Dr A. L. : Ce qui fait la force de ce projet, c’est que l’idée est partie d’une question clinique à laquelle sont confrontés les oncologues. Sans cet outil, on ne saurait toujours pas y répondre.

Quels sont les principaux domaines d’application possibles de l’IA ?

Dr A. L. : La classification des tumeurs et la prédiction de la réponse au traitement sont les deux grands domaines de l’IA pour lesquels les progrès attendus sont considérables.

Comme on l’a vu avec cet outil développé par la Dr Watson, l’IA permet de mieux classifier les tumeurs et donc de mieux traiter les patients, avec une approche plus personnalisée.

Concernant la prédiction, prenons l’exemple du cancer du poumon. L’immunothérapie est une révolution thérapeutique. Mais la grande difficulté, c’est qu’il y a des patients qui vont guérir avec ce traitement, alors que d’autres vont ne pas répondre, voire s’aggraver, c’est ce qu’on appelle les hyperprogresseurs. Grâce à l’IA, on espère parvenir à mieux prédire la réponse à une thérapeutique pour mieux cibler les patients.

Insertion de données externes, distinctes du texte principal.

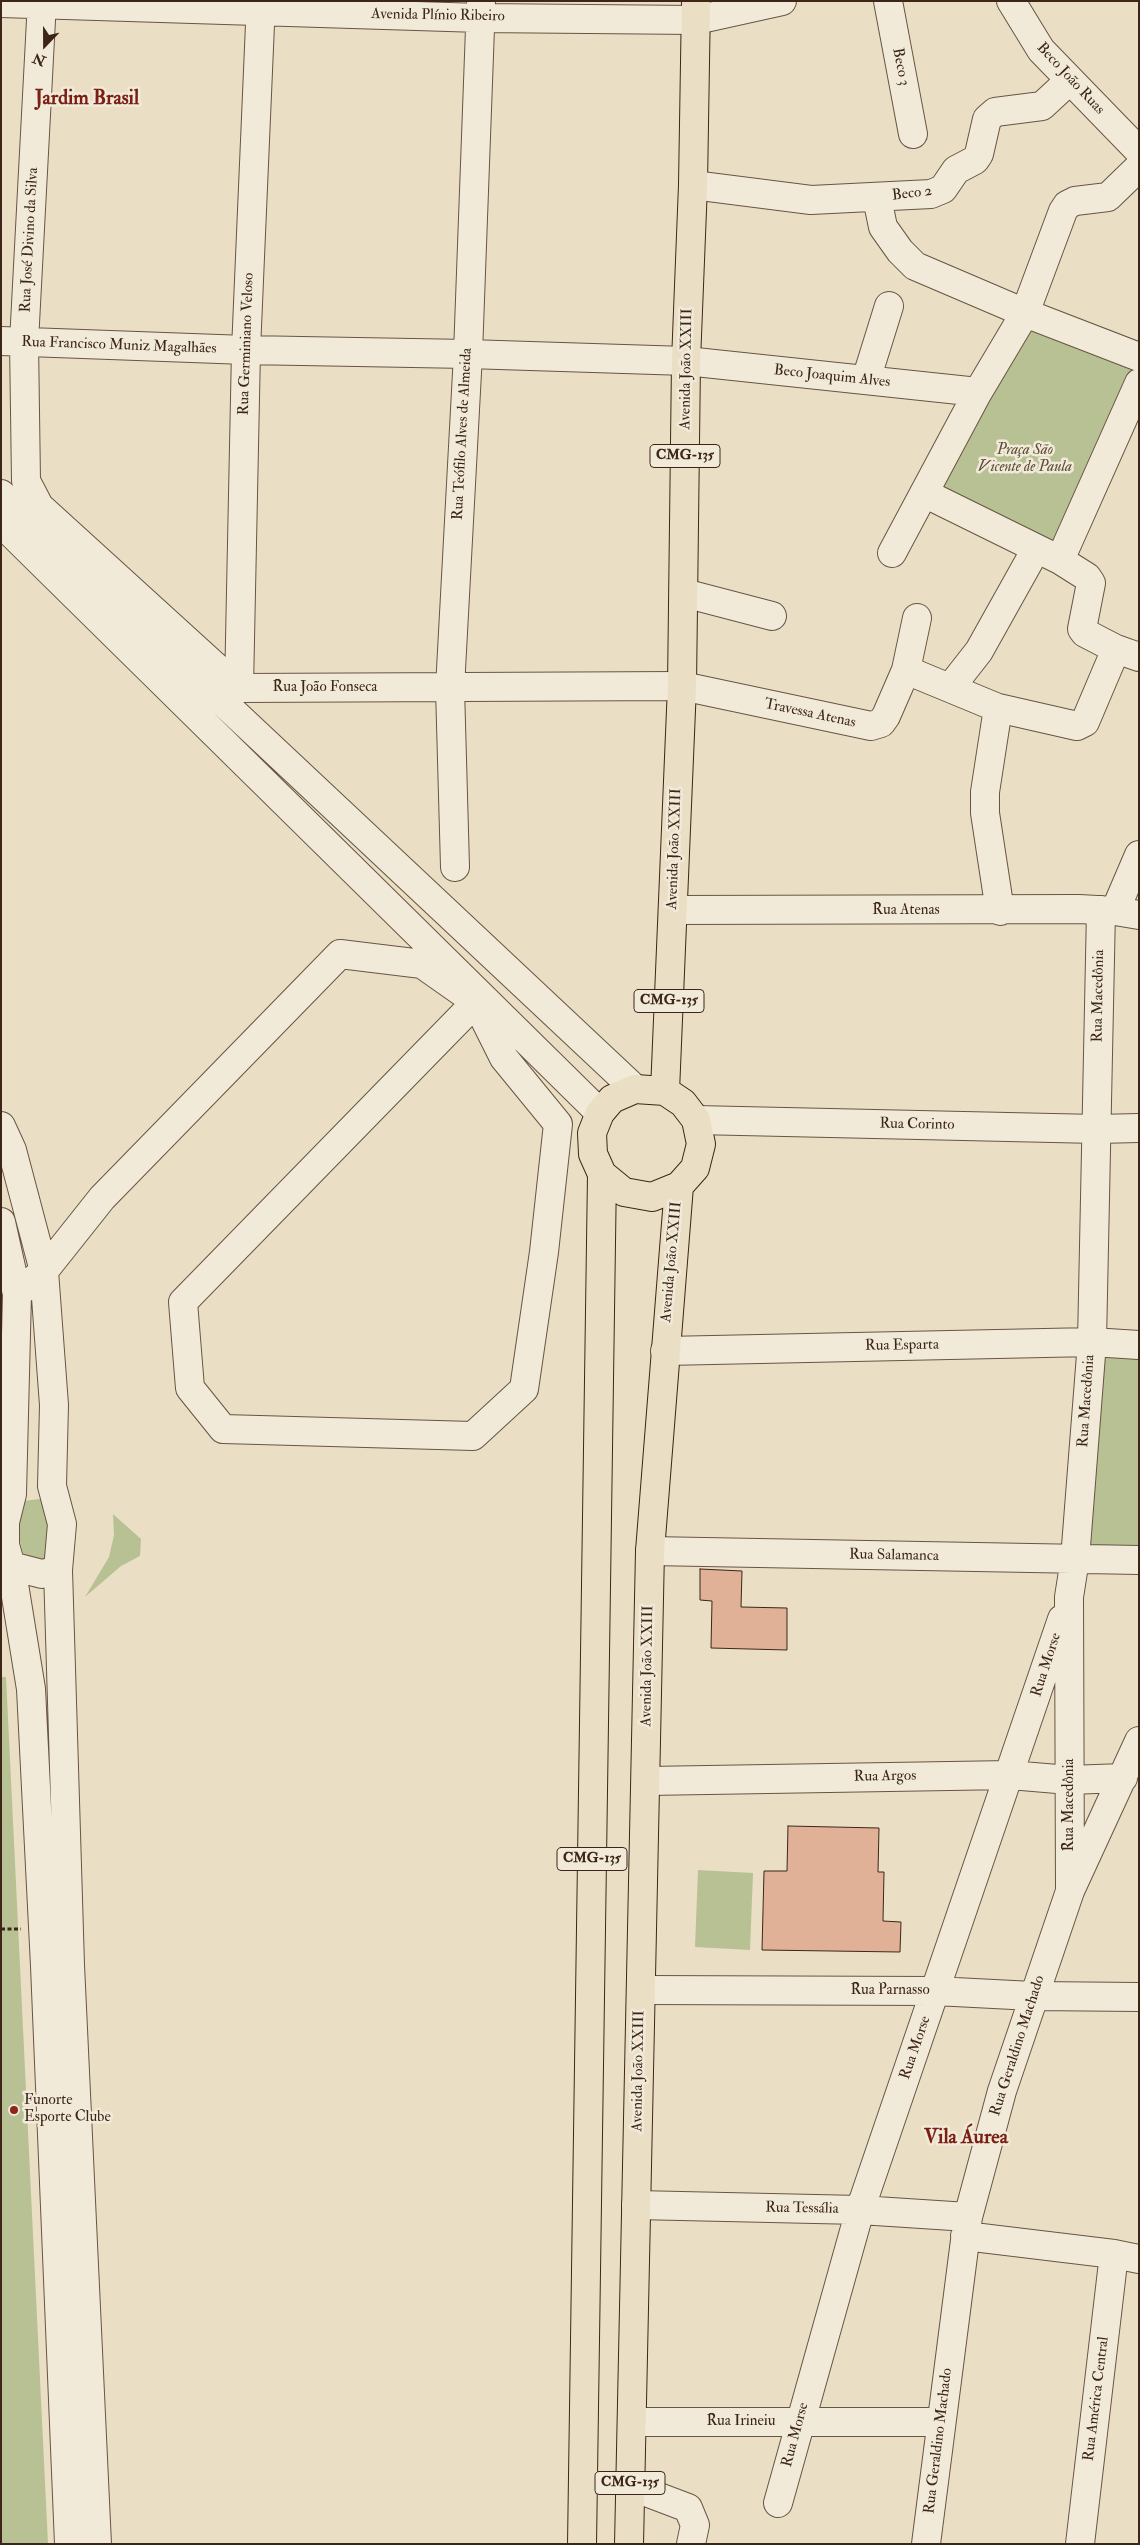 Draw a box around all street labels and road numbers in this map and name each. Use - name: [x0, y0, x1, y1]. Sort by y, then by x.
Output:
- street label: Avenida Plínio Ribeiro: [371, 6, 505, 26]
- street label: Beco João Ruas: [1032, 39, 1108, 119]
- street label: Beco 3: [888, 47, 912, 87]
- street label: Rua José Divino da Silva: [17, 167, 43, 313]
- street label: Beco 2: [891, 183, 933, 205]
- street label: Rua Germiniano Veloso: [236, 272, 258, 416]
- street label: Avenida João XXIII: [677, 308, 697, 430]
- street label: Rua Francisco Muniz Magalhães: [21, 334, 217, 358]
- street label: Rua Teófilo Alves de Almeida: [449, 347, 477, 521]
- street label: Beco Joaquim Alves: [773, 362, 891, 392]
- road number: CMG-135: [650, 444, 720, 468]
- street label: Rua João Fonseca: [273, 679, 377, 697]
- street label: Travessa Atenas: [763, 696, 857, 732]
- street label: Avenida João XXIII: [664, 788, 686, 910]
- street label: Rua Atenas: [872, 902, 940, 920]
- street label: Rua Macedônia: [1089, 949, 1109, 1043]
- road number: CMG-135: [634, 989, 704, 1012]
- street label: Rua Corinto: [879, 1115, 955, 1135]
- street label: Avenida João XXIII: [658, 1201, 686, 1323]
- street label: Rua Esparta: [865, 1336, 939, 1356]
- street label: Rua Macedônia: [1075, 1354, 1099, 1448]
- street label: Rua Salamanca: [849, 1546, 939, 1566]
- street label: Avenida João XXIII: [638, 1605, 658, 1727]
- street label: Rua Morse: [1028, 1631, 1066, 1699]
- street label: Rua Macedônia: [1061, 1758, 1079, 1852]
- street label: Rua Argos: [854, 1767, 916, 1787]
- road number: CMG-135: [557, 1848, 627, 1870]
- street label: Rua Geraldino Machado: [987, 1973, 1049, 2119]
- street label: Rua Parnasso: [850, 1982, 930, 2000]
- street label: Avenida João XXIII: [629, 2010, 649, 2132]
- street label: Rua Morse: [897, 2014, 935, 2082]
- street label: Rua Tessália: [765, 2199, 839, 2219]
- street label: Rua América Central: [1080, 2336, 1114, 2462]
- street label: Rua Geraldino Machado: [921, 2367, 957, 2515]
- street label: Rua Morse: [779, 2401, 813, 2469]
- street label: Rua Irineiu: [706, 2413, 776, 2431]
- road number: CMG-135: [595, 2472, 665, 2494]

À quelle échéance pensez-vous que l’IA sera pleinement intégrée dans les pratiques cliniques ?

Dr S. W. : Ce sera dans les années à venir, mais il est difficile de donner un ordre de grandeur précis.

Dr A. L. : Ce n’est pas demain effectivement. Il reste encore des difficultés qui sont loin d’être résolues. Par exemple, les données qui permettent à la machine d’apprendre évoluent au cours du temps. Il faut donc sans arrêt mettre à jour les algorithmes et les valider aussi bien au laboratoire qu’au niveau des instances réglementaires.

Comment situer l’IA par rapport à la place des médecins ?

Dr S. W. : L'IA est un outil fascinant mais il ne remplacera jamais le médecin, quel qu’il soit. L’IA doit être considérée comme un outil supplémentaire qui est là pour aider le clinicien alors que nous disposons de plus en plus de données. L’IA doit permettre de répondre à des questions biologiques et cliniques bien précises.

Dr A. L. : La question peut effectivement se poser lorsque la machine fait mieux que le médecin. Par exemple, dans le cadre du dépistage du cancer du poumon par scanner, les machines font aussi bien que les radiologues experts pour déterminer s’il s’agit ou non d’une tumeur. En revanche, face à des médecins non-experts, la machine fait mieux. Cela soulève un problème difficile puisqu’in fine, c’est le médecin qui doit choisir. Des réflexions sur les plans éthiques et juridiques doivent être prises en compte.

En quoi l’institut Curie est-il leader dans le domaine de l’IA en cancérologie ?

Dr A. L. : À Curie, nous disposons d’énormément de données mobilisables, car nos dossiers sont électroniques depuis une vingtaine d’années. De plus, nous avons cru très tôt à l’IA et beaucoup d’équipes s’y consacrent. Nous avons aussi mis en place beaucoup de collaborations à la fois avec le monde académique et les start-up. La direction des datas, mise en place en 2017, s’inscrit dans cette optique. C’est une équipe qui a pour objectif de mettre à disposition des médecins et des chercheurs des données de qualité en nombre suffisant pour des analyses statistiques traditionnelles et pour accompagner les projets d’IA.

Comment est abordée la question de la protection des données dans les projets d’IA ?

Dr A. L. : La protection des données répond au règlement général sur la protection des données (RGPD). À Curie, nous avons un comité de revue institutionnel (CRI data), constitué notamment de médecins, de méthodologistes et de juristes, qui vérifie la conformité à la réglementation. C’est une contrainte, mais elle permet de s’assurer que l’on respecte le droit des patients et la sécurité de leurs données.